On dit souvent qu’il ne faut pas vendre la peau de l’ours avant de l’avoir tué. Ni vendre l’épave du Costa Concordia avant de l’avoir touée. 

Oui oui, c’est un verbe « touer ». Mais, dans le Merveilleux Monde de l’Insolvabilité™, on dit qu’il ne faut jamais vendre la demie indivise de la peau de l’ours, ou de quoi que ce soit pour la même raison, avant de faire faillite.

Un bel exemple des problèmes engendrés par le non-respect de cette règle d’or se trouve dans un jugement récent de l’Honorable Martin Castonguay, J.c.s. La décision Tiraloche (syndic de) 2012 QCCS 386 est un cas classique de préférence et transaction révisable entre conjoints.

Huit ou neuf  mois avant de faire faillite en 2009, Mme Tiraloche vend pour 1$ la demie indivise (d’où le titre de ce blogue!) d’un immeuble au copropriétaire, son conjoint au moment de la transaction. Il y a alors de l’équité dans l’immeuble acquis en 2006. Le conjoint hypothèque tout de suite l’immeuble en faveur d’institutions financières pour des montants qui excédent la valeur de celui-ci. Il prétend remettre 20 000$ à Mme Tiraloche pour la désintéresser, ce qui ne sera pas prouvé.

Le tribunal constate que la demande principale d’inopposabilité serait sans effet en raison des hypothèques qui grèvent l’immeuble à la date de l’audition. Quant à la demande subsidiaire de condamner le conjoint (maintenant devenu un ex-conjoint) à la différence entre la contrepartie payée (1$) et la juste valeur du marché en vertu de l’article 100 LFI (avant la réforme du 18 septembre 2009),  le tribunal retient la preuve de l’évaluation municipale de 2007 et fixe la différence  à 47 750$ pour la demie indivise, montant que l’ex-conjoint est condamné à payer au syndic.

Que serait-il arrivé si les conjoints avaient attendu la faillite sans faire de transaction révisable au préalable? J’ignore si le couple aurait tout de même divorcé, mais le syndic n’aurait pas eu autant de facilité à profiter de l’équité dans l’immeuble.

En effet, les règles du droit civil québécois empêchent au syndic de disposer d’autre chose que de la demie indivise.

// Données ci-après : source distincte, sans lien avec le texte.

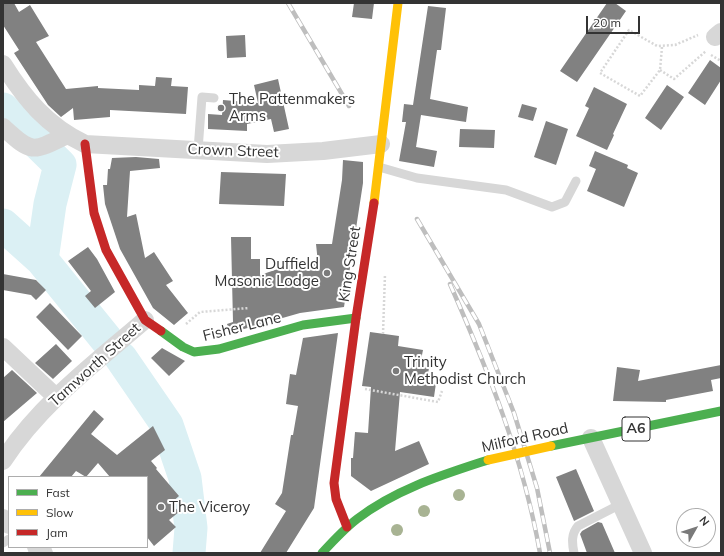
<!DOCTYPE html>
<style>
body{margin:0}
#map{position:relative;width:724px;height:556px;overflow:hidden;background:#fff;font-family:Mulish,sans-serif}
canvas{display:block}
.frame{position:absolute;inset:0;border:4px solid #333;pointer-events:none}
.legend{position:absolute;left:8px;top:476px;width:140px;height:72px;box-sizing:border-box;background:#fff;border:1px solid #adadad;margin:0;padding:5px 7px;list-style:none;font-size:12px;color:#333}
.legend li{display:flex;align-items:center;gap:8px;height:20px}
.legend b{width:20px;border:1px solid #adadad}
.north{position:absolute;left:676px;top:508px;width:40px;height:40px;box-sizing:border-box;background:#fff;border:1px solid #adadad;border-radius:50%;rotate:51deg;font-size:11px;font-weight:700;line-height:16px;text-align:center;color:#333}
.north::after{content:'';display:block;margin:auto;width:14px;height:18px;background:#7a7a7a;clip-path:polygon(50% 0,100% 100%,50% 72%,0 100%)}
.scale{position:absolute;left:586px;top:16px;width:54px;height:18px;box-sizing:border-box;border:2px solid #333;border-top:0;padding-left:5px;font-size:12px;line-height:14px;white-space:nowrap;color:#333;-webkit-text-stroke:3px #fff;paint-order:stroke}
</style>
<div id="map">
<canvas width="724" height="556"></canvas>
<div class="frame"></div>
<ul class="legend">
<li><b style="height:5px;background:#4caf50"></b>Fast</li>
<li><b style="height:5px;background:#ffc107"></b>Slow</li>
<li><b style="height:5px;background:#c62828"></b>Jam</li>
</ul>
<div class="north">N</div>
<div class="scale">20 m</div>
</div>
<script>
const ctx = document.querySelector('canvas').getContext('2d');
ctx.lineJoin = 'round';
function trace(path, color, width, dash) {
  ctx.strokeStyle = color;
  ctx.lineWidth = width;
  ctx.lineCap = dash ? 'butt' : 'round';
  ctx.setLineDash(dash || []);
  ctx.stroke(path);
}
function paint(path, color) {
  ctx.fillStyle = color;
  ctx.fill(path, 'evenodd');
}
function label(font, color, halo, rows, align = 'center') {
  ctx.font = font + ' Mulish,sans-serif';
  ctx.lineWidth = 4;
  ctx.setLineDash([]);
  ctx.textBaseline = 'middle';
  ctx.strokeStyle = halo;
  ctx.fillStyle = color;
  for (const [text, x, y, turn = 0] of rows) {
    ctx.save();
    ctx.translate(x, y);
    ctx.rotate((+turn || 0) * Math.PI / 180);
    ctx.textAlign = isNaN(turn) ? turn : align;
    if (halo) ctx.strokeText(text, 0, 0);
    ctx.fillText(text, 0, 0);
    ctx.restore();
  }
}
trace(new Path2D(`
 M 3,109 L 60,165 L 50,204 L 42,260
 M 3,225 L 42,260 L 106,339
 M 121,358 L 167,425 L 185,478 L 191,528 L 189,553`), '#dbf0f4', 33);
paint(new Path2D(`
 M 3,3 L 14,3 L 19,12 L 30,5 L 49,36 L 36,42 L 66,89 L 98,86 L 98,88 L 139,90 L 139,85 L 155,86 L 156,77 L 172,78 L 171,86 L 188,87 L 186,114 L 110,110 L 110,117 L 74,120 L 73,108 L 61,117 L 48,105 L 14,53 L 19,50 L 3,25 Z
 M 354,3 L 374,3 L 372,19 L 352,17 Z
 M 607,3 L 615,3 L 626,11 L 577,82 L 560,71 Z
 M 428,6 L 446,8 L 441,50 L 437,50 L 430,99 L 468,107 L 466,122 L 421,115 L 416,147 L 437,151 L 434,167 L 399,161 L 406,122 L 402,122 L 404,104 L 413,105 Z
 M 245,35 L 246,57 L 227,58 L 226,36 Z
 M 710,60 L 721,68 L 721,80 L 705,105 L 688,93 Z
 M 278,79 L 289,129 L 274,132 L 271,119 L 247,124 L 247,131 L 208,129 L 208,114 L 222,115 L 223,100 L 258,103 L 254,85 Z
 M 667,85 L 684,97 L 661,130 L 645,118 Z
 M 594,87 L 627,104 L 613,134 L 614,135 L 607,150 L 576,136 L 589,108 L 585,106 Z
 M 522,104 L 537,108 L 533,121 L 518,117 Z
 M 546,121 L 568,129 L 556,165 L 534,157 Z
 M 460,129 L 495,130 L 494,148 L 459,147 Z
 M 595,151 L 628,165 L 627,168 L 638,173 L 624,207 L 587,191 L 596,169 L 589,166 Z
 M 136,157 L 159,159 L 160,168 L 130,171 L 127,217 L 136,214 L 145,258 L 154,252 L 173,281 L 166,285 L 188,313 L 174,325 L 153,308 L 120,249 L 105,204 L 103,185 L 107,185 L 108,169 L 110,169 L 112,158 Z
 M 343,160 L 363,162 L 363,183 L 344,307 L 300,313 L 230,333 L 227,324 L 233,322 L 231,237 L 251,237 L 251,259 L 260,259 L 260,275 L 299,262 L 318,263 L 316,244 L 332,244 L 342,180 Z
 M 221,172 L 286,174 L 284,206 L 219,204 Z
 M 88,247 L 97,259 L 115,292 L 95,308 L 85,296 L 91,291 L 68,261 Z
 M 3,274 L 36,280 L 46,290 L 36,300 L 31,295 L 3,290 Z
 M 50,303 L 82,336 L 68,350 L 36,317 Z
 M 370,332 L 399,336 L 398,346 L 423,350 L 421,360 L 430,361 L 427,381 L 436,383 L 434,397 L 400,392 L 395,451 L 419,441 L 429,464 L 371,491 L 351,476 L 351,458 L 353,458 L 355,432 L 368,433 L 371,387 L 362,386 Z
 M 338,333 L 314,508 L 286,553 L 260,553 L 286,511 L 275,504 L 282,493 L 291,435 L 293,435 L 298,406 L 286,404 L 290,374 L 296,375 L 303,338 Z
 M 56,344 L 72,361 L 53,379 L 35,363 Z
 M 162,348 L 185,361 L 169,376 L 151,358 Z
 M 721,365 L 721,378 L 711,380 L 713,391 L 666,400 L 666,402 L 613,401 L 617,367 L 640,370 L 638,381 Z
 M 12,370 L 37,393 L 3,422 L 3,378 Z
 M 94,410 L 104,419 L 91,434 L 117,455 L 153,426 L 165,450 L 151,461 L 157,468 L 156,469 L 179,496 L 171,503 L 179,512 L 169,520 L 176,527 L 154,546 L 147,537 L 147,477 L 110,477 L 98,463 L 86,477 L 76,471 L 71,477 L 39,477 Z
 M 576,469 L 594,511 L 574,521 L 556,477 Z
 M 598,522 L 602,523 L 615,553 L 587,553 L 580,534 L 582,531 Z`), '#818181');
trace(new Path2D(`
 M 662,47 L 660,70 L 640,96 L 600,73 L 629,30 L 657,46 L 675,45 L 698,35
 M 711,55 L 721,61
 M 660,70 L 674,79 L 706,51
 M 186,324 L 200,312 L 249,308
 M 383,334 L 385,274
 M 365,389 L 438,402 L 442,391`), '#d7d7d7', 2.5, [2, 2]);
trace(new Path2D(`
 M 198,150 L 202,97 L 214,98
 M 379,167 L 417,178 L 506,190 L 552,207 L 565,202 L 576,181
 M 3,543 L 9,539
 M 574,553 C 572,543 571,534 578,526 L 621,504`), '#d7d7d7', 9);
trace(new Path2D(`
 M 715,37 L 721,32
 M 3,64 C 25,99 47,126 85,144 L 267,154 L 323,151 L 381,144
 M 3,127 C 32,153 31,153 67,135
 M 3,347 L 56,397
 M 591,438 L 643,553
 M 3,461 C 39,405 95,363 145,320
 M 3,518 L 9,525
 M 36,547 L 44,553`), '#d7d7d7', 18);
trace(new Path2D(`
 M 161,331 L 183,347 L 194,352 L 219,349 L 303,325 L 356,318
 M 551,446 L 721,411
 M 322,553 C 333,541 344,529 357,519 C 396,489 442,475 488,460`), '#4caf50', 9);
trace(new Path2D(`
 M 374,203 L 398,3`), '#ffc107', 9);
trace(new Path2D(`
 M 85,144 L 94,213 L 106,250 L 145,320 L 161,331
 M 347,527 L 336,499 L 334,483 L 356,318 L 374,203`), '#c62828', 9);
const rail = new Path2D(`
 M 288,3 L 349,106
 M 417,219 L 479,324 L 514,413 L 537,488 L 550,553
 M 450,284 C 489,373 523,457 540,553`);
trace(rail, '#bebebe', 4.5);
trace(rail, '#fff', 3, [9]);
trace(new Path2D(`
 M 488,460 L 551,446`), '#ffc107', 9);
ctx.fillStyle = '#a8b393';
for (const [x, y] of [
 [459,495],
 [424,511],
 [397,530]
]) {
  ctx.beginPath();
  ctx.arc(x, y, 6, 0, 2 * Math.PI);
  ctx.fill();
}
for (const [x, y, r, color] of [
 [221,108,4,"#7a7a7a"],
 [327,273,4,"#7a7a7a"],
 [396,371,4,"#7a7a7a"],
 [161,507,4,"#7a7a7a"]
]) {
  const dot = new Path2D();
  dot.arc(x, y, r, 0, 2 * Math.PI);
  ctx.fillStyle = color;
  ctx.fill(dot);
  trace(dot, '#fff', 1.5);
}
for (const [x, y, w] of [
 [636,429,28]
]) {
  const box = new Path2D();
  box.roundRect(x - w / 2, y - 12, w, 24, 3);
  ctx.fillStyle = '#fff';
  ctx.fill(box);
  trace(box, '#333', 1);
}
label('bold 14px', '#333', null, [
 ["A6",636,429]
]);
label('15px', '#333', '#fff', [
 ["The Pattenmakers",229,99],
 ["Arms",229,116],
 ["Duffield",319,264,"right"],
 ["Masonic Lodge",319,281,"right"],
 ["Trinity",404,362],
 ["Methodist Church",404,379],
 ["The Viceroy",169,507]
], 'left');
label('15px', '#333', '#fff', [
 ["Crown Street",233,151,2],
 ["King Street",350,264,-81],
 ["Fisher Lane",242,327,-14],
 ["Tamworth Street",95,365,-42],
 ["Milford Road",525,438,-13]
]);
</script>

Or, il n’y a pas de marché pour une demie indivise d’une immeuble souvent occupé par un ou deux des copropriétaires. Le syndic n’a pas non plus le droit de provoquer le partage selon la jurisprudence, il a donc peu d’outils si le créancier hypothécaire réalise son hypothèque et revend l’immeuble au copropriétaire. C’est ce qui arrive très souvent en cas de faillite d’un seul copropriétaire.

La morale : ne jamais vendre une demie indivise d’un bien avant la faillite pour transformer un droit précaire ou aléatoire du syndic en un bon recours contre la personne que le failli voulait avantager.